> YOUR GOAL:
Count how many lines below include the string "symbols". Only that number should appear in the reply.

> RECORDED INFORMATION:
+===+
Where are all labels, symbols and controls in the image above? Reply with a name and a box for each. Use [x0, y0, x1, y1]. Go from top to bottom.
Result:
+===+
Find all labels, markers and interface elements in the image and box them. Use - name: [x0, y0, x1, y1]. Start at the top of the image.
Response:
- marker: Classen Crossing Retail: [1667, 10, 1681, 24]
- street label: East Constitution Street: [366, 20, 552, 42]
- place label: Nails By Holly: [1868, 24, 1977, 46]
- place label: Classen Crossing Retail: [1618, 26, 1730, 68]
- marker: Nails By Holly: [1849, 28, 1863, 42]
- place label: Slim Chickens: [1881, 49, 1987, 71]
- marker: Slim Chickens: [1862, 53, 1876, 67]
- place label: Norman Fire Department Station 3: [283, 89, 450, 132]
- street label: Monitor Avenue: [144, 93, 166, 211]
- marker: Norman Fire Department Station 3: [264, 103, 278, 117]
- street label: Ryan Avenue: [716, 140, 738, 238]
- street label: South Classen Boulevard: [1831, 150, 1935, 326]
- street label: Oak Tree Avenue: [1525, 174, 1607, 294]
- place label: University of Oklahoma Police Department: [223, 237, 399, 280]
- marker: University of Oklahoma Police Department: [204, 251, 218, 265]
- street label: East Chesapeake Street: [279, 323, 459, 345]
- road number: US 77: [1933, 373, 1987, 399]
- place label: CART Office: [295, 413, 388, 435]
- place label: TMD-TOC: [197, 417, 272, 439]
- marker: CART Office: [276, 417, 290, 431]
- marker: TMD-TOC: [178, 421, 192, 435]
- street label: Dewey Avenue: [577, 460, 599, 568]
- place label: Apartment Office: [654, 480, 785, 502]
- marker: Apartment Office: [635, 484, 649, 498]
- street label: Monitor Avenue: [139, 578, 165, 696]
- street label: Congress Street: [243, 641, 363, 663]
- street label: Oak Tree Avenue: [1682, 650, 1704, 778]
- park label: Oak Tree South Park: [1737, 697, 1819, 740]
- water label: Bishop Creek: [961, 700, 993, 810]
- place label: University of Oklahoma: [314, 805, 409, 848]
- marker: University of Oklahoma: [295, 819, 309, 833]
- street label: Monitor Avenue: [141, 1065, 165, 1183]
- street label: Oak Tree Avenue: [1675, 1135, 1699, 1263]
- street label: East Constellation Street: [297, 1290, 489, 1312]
+===+
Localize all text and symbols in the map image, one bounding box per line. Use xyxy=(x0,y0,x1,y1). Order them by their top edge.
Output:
+===+
> RESULT FOR THIS TASK:
2